Embracing Functional Simplicity

I’ve been thinking a lot recently about software design and how to write better code. Here, “better” means more correct, more readable, easier to follow, and easier to test. Two books have been of exceptional influence as of late: Grokking Simplicity by Eric Normand and Architecture Patterns with Python by Harry Percival and Bob Gregory.

The former focuses on functional design: emboldening pure, “data in, data out” functions. The latter zooms out a bit and considers overall application architecture: how to write code that best represents the domain of your problem. More content in the same vein includes Brandon Rhodes’ Hoist Your I/O talk and Gary Bernhardt’s Functional Core, Imperative Shell screencast.

Lessons Link to heading

Let’s discuss each lesson in a bit more detail.

1. Data, Calculations, and Actions Link to heading

Early on, Eric Normand’s Grokking Simplicity book explores an idea of partitioning your code into three distinct categories:

Data
Calculations
Actions

Data is what you’d expect: just data! It could be a string, an array, a map, or anything else where its value comes from its identity. Calculations and actions are where things get more interesting. Calculations are “pure” functions that have zero interaction with the outside world. They never have side effects and the same input always yields the same output. Lastly, actions are functions that do interact with the world outside of your program.

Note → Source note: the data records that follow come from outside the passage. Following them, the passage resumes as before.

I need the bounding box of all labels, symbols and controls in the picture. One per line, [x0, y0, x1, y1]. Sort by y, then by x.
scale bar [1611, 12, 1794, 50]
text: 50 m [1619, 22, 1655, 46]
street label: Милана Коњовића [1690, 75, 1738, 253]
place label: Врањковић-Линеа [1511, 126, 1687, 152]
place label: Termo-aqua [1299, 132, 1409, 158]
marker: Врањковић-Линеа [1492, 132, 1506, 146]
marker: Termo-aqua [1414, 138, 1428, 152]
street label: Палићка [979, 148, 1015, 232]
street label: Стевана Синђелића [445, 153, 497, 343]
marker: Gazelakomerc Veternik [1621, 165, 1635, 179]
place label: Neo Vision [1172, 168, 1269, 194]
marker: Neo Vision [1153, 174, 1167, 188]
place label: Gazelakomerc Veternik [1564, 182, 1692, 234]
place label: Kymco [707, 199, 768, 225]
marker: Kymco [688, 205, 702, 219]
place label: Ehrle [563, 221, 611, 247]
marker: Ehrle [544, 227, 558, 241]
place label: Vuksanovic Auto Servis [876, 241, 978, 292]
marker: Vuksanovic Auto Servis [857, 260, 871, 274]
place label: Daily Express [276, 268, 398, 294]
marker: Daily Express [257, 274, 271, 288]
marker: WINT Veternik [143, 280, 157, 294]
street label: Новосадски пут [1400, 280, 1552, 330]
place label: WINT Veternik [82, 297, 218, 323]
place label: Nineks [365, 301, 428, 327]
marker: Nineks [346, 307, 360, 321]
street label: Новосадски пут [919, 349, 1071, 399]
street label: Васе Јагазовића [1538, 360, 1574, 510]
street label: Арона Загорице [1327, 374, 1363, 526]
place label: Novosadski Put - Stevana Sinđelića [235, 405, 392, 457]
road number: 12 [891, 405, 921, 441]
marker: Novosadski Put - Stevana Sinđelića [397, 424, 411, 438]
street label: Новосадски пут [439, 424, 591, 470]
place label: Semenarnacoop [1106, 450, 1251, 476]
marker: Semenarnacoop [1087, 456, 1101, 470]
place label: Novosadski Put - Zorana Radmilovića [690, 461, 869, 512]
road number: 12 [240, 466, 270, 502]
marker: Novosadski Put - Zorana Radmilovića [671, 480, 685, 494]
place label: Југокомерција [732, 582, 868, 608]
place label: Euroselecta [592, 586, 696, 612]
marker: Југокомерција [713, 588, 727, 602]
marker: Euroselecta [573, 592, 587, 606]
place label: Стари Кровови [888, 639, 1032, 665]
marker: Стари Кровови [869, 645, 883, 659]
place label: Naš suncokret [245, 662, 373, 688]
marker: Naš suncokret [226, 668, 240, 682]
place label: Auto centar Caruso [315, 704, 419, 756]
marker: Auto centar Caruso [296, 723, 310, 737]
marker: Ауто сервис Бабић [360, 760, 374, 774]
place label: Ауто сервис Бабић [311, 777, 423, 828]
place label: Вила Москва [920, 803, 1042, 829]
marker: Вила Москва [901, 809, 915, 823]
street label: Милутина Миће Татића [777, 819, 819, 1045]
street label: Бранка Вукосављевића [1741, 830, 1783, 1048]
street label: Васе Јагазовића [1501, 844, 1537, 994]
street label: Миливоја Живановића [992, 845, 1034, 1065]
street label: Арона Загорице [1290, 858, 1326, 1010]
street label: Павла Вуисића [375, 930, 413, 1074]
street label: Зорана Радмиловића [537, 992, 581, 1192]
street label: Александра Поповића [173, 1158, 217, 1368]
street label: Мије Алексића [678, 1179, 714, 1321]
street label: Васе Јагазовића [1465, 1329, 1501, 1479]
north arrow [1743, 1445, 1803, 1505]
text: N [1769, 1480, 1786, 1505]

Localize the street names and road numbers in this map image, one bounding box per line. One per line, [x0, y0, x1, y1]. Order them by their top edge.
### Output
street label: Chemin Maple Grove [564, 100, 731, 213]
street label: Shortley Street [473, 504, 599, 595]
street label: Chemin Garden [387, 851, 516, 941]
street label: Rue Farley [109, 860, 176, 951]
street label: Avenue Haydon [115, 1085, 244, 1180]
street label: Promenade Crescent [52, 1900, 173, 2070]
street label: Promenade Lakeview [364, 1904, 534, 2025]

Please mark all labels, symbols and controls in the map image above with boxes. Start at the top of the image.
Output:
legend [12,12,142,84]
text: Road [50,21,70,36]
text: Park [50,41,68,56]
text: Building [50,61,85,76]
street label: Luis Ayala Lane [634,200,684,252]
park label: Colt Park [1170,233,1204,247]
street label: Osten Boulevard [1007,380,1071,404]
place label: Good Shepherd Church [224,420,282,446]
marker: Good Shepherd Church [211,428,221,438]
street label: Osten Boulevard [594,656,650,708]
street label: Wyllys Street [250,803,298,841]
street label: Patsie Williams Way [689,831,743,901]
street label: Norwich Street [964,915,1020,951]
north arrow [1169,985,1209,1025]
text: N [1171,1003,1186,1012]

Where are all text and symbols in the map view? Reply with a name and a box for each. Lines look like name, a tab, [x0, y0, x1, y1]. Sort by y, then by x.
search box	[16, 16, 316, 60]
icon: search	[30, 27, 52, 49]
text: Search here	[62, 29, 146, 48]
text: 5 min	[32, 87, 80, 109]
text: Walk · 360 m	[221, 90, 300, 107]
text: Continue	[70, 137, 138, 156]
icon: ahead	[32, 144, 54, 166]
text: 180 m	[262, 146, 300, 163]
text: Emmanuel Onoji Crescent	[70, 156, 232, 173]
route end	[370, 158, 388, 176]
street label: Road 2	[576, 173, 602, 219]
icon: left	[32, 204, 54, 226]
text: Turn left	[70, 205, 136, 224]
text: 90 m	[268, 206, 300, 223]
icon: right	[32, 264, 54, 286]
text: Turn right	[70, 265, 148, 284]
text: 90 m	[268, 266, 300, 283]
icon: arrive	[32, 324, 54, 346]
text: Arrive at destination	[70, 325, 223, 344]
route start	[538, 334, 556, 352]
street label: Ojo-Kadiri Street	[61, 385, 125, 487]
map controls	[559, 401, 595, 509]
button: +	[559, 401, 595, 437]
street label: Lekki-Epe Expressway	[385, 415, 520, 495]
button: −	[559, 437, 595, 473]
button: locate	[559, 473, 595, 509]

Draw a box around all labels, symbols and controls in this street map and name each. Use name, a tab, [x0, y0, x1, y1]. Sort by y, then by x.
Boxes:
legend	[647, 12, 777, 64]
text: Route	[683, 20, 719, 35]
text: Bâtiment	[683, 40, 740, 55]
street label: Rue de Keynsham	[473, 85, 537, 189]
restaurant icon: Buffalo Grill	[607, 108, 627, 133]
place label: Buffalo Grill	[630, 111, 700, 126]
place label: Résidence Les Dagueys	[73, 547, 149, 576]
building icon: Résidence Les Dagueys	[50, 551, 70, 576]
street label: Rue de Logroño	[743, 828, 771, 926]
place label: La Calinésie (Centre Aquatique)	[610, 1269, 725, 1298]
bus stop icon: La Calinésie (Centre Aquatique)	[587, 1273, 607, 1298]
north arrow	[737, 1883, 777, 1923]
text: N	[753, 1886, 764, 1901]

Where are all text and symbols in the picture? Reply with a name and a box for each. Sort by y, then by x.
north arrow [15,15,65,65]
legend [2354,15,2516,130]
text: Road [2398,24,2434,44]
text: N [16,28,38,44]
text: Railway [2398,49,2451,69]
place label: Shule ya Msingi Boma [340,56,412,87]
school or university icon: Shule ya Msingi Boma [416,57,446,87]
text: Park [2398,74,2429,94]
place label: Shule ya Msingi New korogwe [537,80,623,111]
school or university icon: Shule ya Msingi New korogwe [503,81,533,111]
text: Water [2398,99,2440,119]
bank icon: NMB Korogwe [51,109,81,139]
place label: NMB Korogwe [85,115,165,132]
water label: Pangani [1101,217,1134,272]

For example, perhaps they talk to a database or call a remote API.

One of my takeaways is that data is “better” than calculations which are “better” than actions. Once again, “better” here means more correct, more readable, easier to follow, and easier to test. Because calculations are pure by definition, they are much simpler to test and verify. The lack of interaction with external systems means that tests can always be written as: “does this output match what I expect for a given input?”.

See, one of the things that makes Bloggulus’ sync process so fragile and finnicky is that the logic for fetching RSS feeds, querying the database, and deciding which posts to create / update are all heavily intertwined. Prior to refactoring, I couldn’t verify the small yet critical decisions that dictate what should happen. Sure, the actual fetching of RSS feeds and interacting with the database are decoupled via interfaces (thankfully), but the tests still require a large amount of tiresome faking.

In many other systems I’ve worked on, these decouping abstractions are not in place and therefore the tests are even more difficult to setup, write, and tear down. Refactoring your code to make more frequent use of pure functions (calculations) will lead to simpler, more reliable code and smaller, more powerful tests.

2. Separating “What” From “How” Link to heading

This next idea is so simple but absolutely blew my mind! I immediately starting thinking about all the different places where I could apply it. Taken from Chapter 3 of Architecture Patterns with Python, the idea is this: separate what we want to do from how to actually do it.

The example in the book involves syncing files between two directories. The initial version of the code looks like any developer’s first imperative pass at the problem: iterate through each directory and, when necessary, immediately move / copy / delete the files that require action. This effectively merges the “what” (which files require action) and “how” (actually performing the action) of this process into a single, intertwined step. One can already imagine the pain of testing this, especially without an easily fake-able filesystem abstraction in place.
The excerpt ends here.